Couple of points on plug-nozzle engines;

Aerospikes work, they work well and they have been extenisivly tested using various fuel combinations and nozzle types. There was some question of the "round" (annular) design having thrust fall offs between Mach3 and Mach5 but that hasn't appeared to be an actual issue outside a wind-tunnel. The "flat" (linear) aerospike engine worked as advertised there was an issue however in that instead of planning on thrust-vector control it was decided that actual actuators would be used to move the entire engine as per a normal engine gimbeling system. (Why? Not a clue on where that came from)

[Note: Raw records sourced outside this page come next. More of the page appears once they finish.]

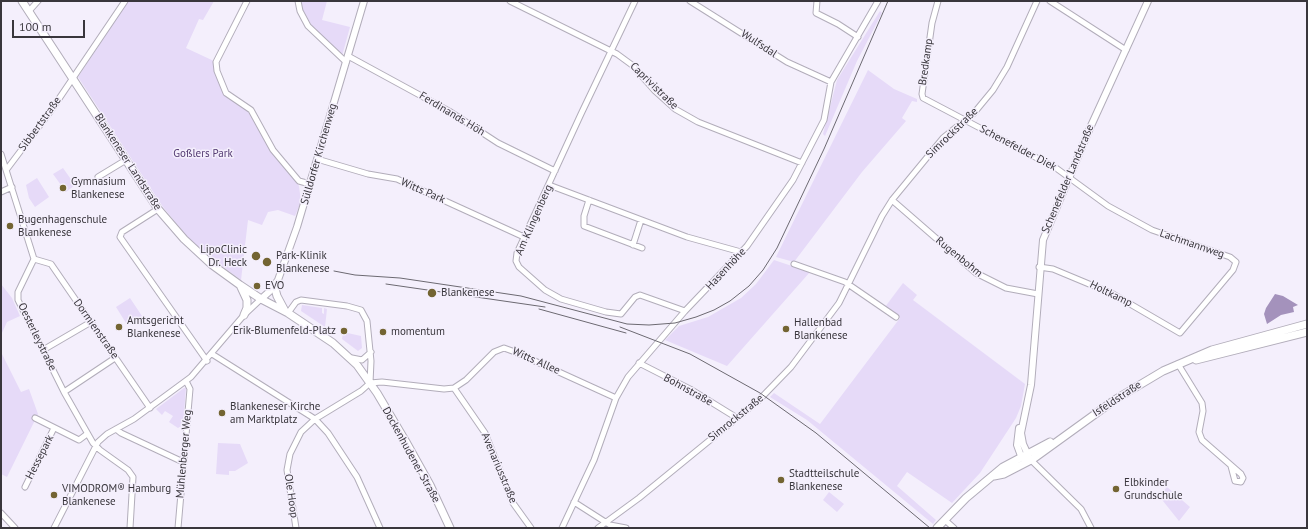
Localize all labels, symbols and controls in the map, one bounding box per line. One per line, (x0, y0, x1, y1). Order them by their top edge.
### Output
scale bar (14, 12, 87, 38)
text: 100 m (19, 19, 52, 34)
street label: Wulfsdal (738, 27, 780, 61)
street label: Bredkamp (916, 38, 936, 86)
street label: Caprivistraße (627, 60, 681, 112)
street label: Ferdinands Höh (417, 89, 487, 139)
street label: Sibbertstraße (16, 94, 64, 154)
street label: Sülldorfer Kirchenweg (298, 102, 340, 206)
street label: Simrockstraße (923, 105, 981, 161)
street label: Blankeneser Landstraße (92, 111, 164, 213)
street label: Schenefelder Diek (977, 122, 1059, 174)
street label: Schenefelder Landstraße (1039, 123, 1097, 235)
park label: Goßlers Park (173, 147, 233, 161)
place label: Gymnasium Blankenese (71, 175, 126, 201)
street label: Witts Park (399, 175, 447, 207)
marker: Gymnasium Blankenese (58, 183, 68, 193)
street label: Am Klingenberg (513, 183, 555, 257)
place label: Bugenhagenschule Blankenese (18, 213, 107, 239)
marker: Bugenhagenschule Blankenese (5, 221, 15, 231)
street label: Lachmannweg (1158, 227, 1226, 261)
street label: Rugenbohm (933, 234, 985, 280)
place label: LipoClinic Dr. Heck (200, 243, 247, 269)
street label: Hasenhöhe (703, 245, 749, 293)
place label: Park-Klinik Blankenese (276, 249, 330, 275)
marker: LipoClinic Dr. Heck (250, 250, 262, 262)
marker: Park-Klinik Blankenese (261, 256, 273, 268)
street label: Holtkamp (1088, 278, 1134, 310)
place label: EVO (265, 279, 284, 293)
marker: EVO (252, 281, 262, 291)
place label: Blankenese (441, 286, 495, 300)
marker: Blankenese (426, 287, 438, 299)
street label: Dormienstraße (71, 297, 121, 361)
street label: Oesterleystraße (15, 301, 59, 373)
place label: Amtsgericht Blankenese (127, 314, 184, 340)
place label: Hallenbad Blankenese (794, 316, 848, 342)
marker: Amtsgericht Blankenese (114, 322, 124, 332)
place label: Erik-Blumenfeld-Platz (233, 324, 336, 338)
marker: Hallenbad Blankenese (781, 324, 791, 334)
place label: momentum (391, 325, 445, 339)
marker: Erik-Blumenfeld-Platz (339, 326, 349, 336)
marker: momentum (378, 327, 388, 337)
street label: Witts Allee (510, 345, 562, 377)
street label: Bohnstraße (661, 371, 715, 409)
street label: Isfeldstraße (1090, 378, 1144, 420)
street label: Simrockstraße (706, 392, 766, 444)
place label: Blankeneser Kirche am Marktplatz (230, 400, 320, 426)
street label: Dockenhudener Straße (379, 405, 443, 505)
marker: Blankeneser Kirche am Marktplatz (217, 408, 227, 418)
street label: Mühlenberger Weg (174, 409, 194, 499)
street label: Avenariusstraße (478, 431, 520, 505)
street label: Hessepark (23, 433, 57, 481)
place label: Stadtteilschule Blankenese (789, 467, 859, 493)
street label: Ole Hoop (281, 473, 301, 519)
marker: Stadtteilschule Blankenese (776, 475, 786, 485)
place label: Elbkinder Grundschule (1124, 476, 1183, 502)
place label: VIMODROM® Hamburg Blankenese (62, 482, 171, 508)
marker: Elbkinder Grundschule (1111, 484, 1121, 494)
marker: VIMODROM® Hamburg Blankenese (49, 490, 59, 500)

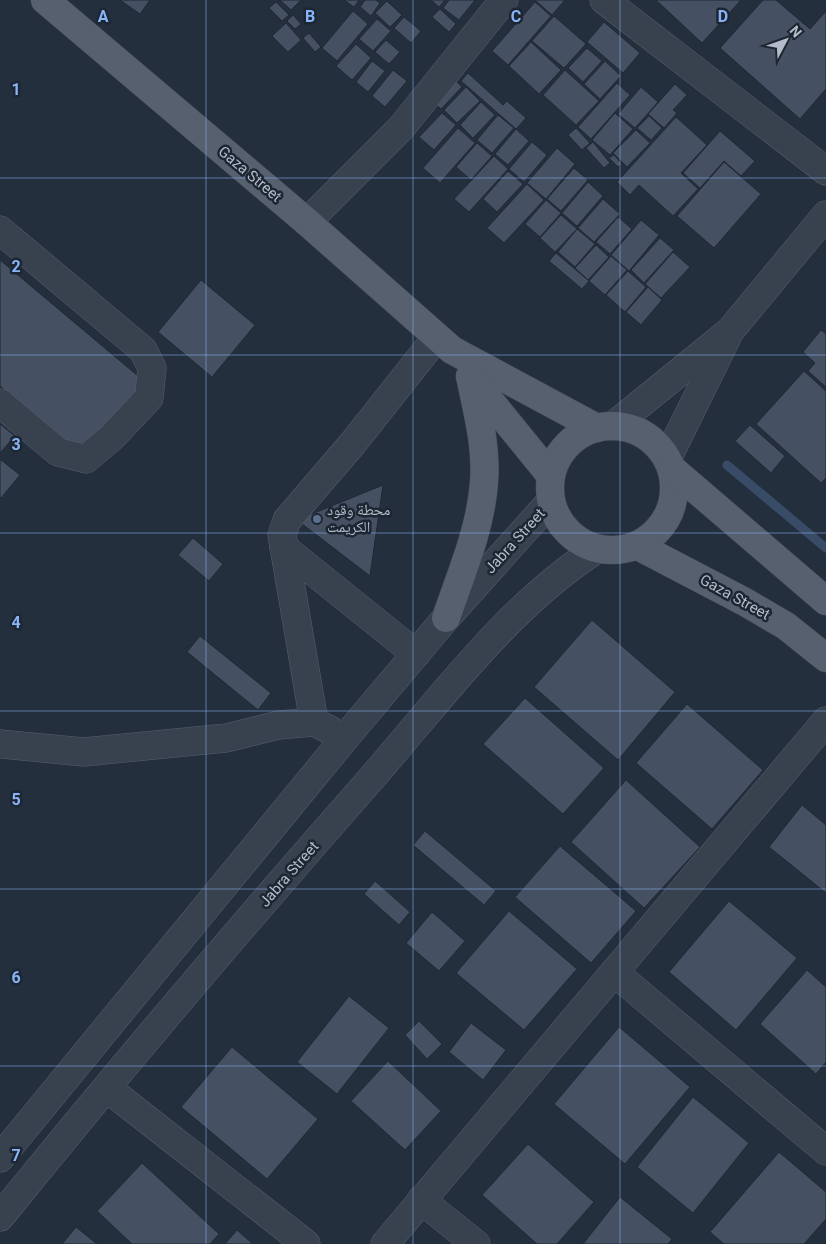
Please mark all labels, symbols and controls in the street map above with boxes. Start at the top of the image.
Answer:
text: A [98,7,109,26]
text: B [305,7,315,26]
text: C [511,7,521,26]
text: D [718,7,728,26]
north arrow [761,15,811,65]
text: N [787,22,805,40]
text: 1 [11,80,21,99]
street label: Gaza Street [215,142,285,206]
text: 2 [11,257,21,276]
text: 3 [11,435,21,454]
place label: محطة وقود الكريمت [327,501,390,536]
street label: Jabra Street [481,505,549,577]
marker: محطة وقود الكريمت [311,513,323,525]
street label: Gaza Street [697,570,773,624]
text: 4 [11,613,21,632]
text: 5 [11,790,21,809]
street label: Jabra Street [256,837,322,911]
text: 6 [11,968,21,987]
text: 7 [11,1146,21,1165]

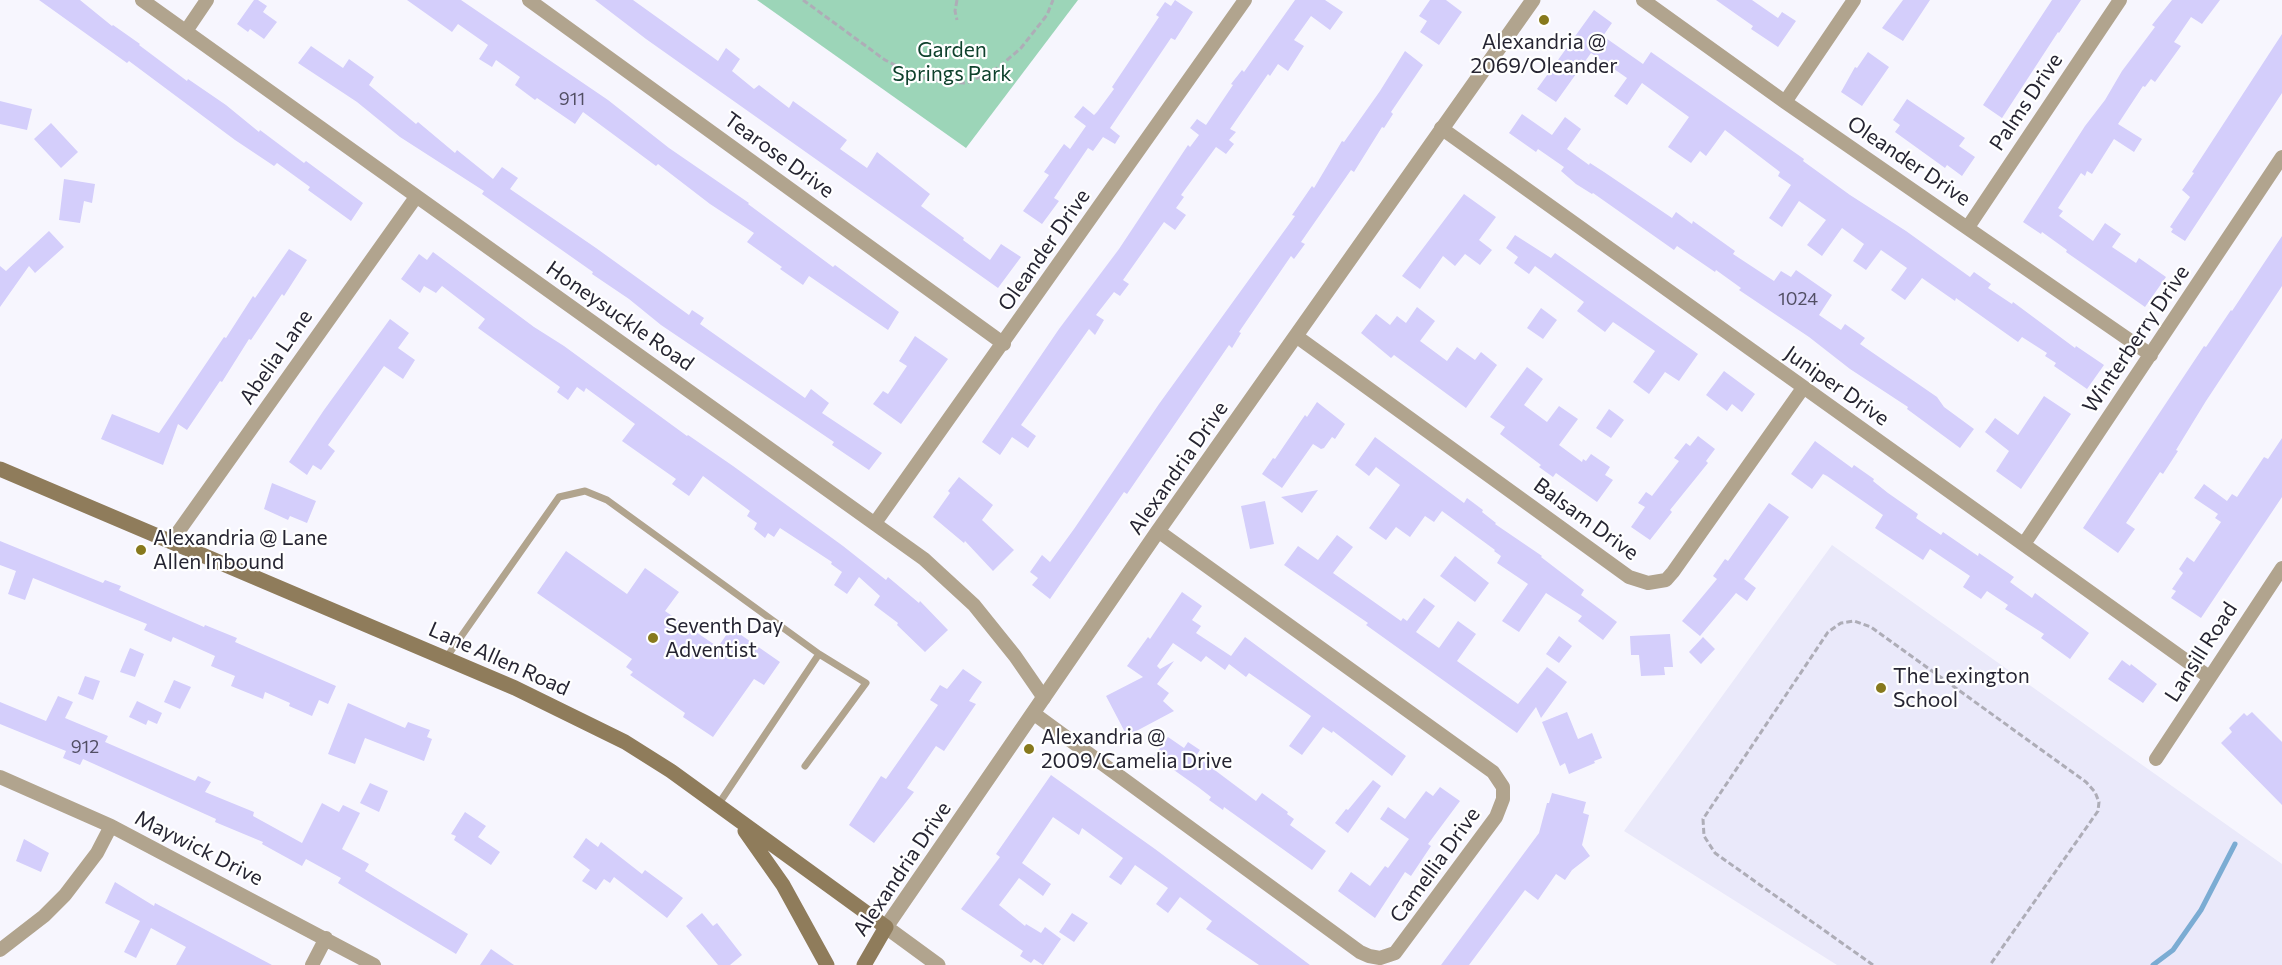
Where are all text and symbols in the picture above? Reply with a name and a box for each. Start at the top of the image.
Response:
marker: Alexandria @ 2069/Oleander [1537,13,1551,27]
place label: Alexandria @ 2069/Oleander [1470,29,1618,79]
park label: Garden Springs Park [892,37,1012,87]
street label: Palms Drive [1984,48,2068,156]
house number: 911 [559,88,585,110]
street label: Tearose Drive [719,107,839,203]
street label: Oleander Drive [1843,111,1975,211]
street label: Oleander Drive [993,184,1095,316]
street label: Honeysuckle Road [541,256,699,376]
street label: Winterberry Drive [2077,260,2195,418]
house number: 1024 [1778,288,1818,310]
street label: Abelia Lane [234,305,318,409]
street label: Juniper Drive [1780,341,1894,431]
street label: Alexandria Drive [1123,397,1233,539]
street label: Balsam Drive [1529,473,1643,565]
place label: Alexandria @ Lane Allen Inbound [153,525,328,575]
marker: Alexandria @ Lane Allen Inbound [134,543,148,557]
street label: Lansill Road [2159,597,2243,707]
place label: Seventh Day Adventist [665,613,783,663]
street label: Lane Allen Road [425,617,573,701]
marker: Seventh Day Adventist [646,631,660,645]
place label: The Lexington School [1893,663,2030,713]
marker: The Lexington School [1874,681,1888,695]
place label: Alexandria @ 2009/Camelia Drive [1041,724,1232,774]
house number: 912 [71,736,99,758]
marker: Alexandria @ 2009/Camelia Drive [1022,742,1036,756]
street label: Alexandria Drive [848,797,956,941]
street label: Camellia Drive [1385,802,1485,928]
street label: Maywick Drive [131,805,267,891]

This greatly increased the already heavy engine structure, which was critical on the X-33 design as it made the tail structure too heavy to balance properly on glide back.

Mr. Hempsell; On the Delta Clipper design, the "nose-first" entry wasn't a "design" decision that was a requirement to meet the Air Force specified cross-range ability so there was no reason to use a plug-nozzle even though it would have been easier all around to use for both engine and heat-shield. The Air Force had done a lot of the original work on plug-nozzle engines as both propulsion and heat-shielding and a purely ballistic "Delta-Clipper" would have met the requirements except for the stated cross-range ability.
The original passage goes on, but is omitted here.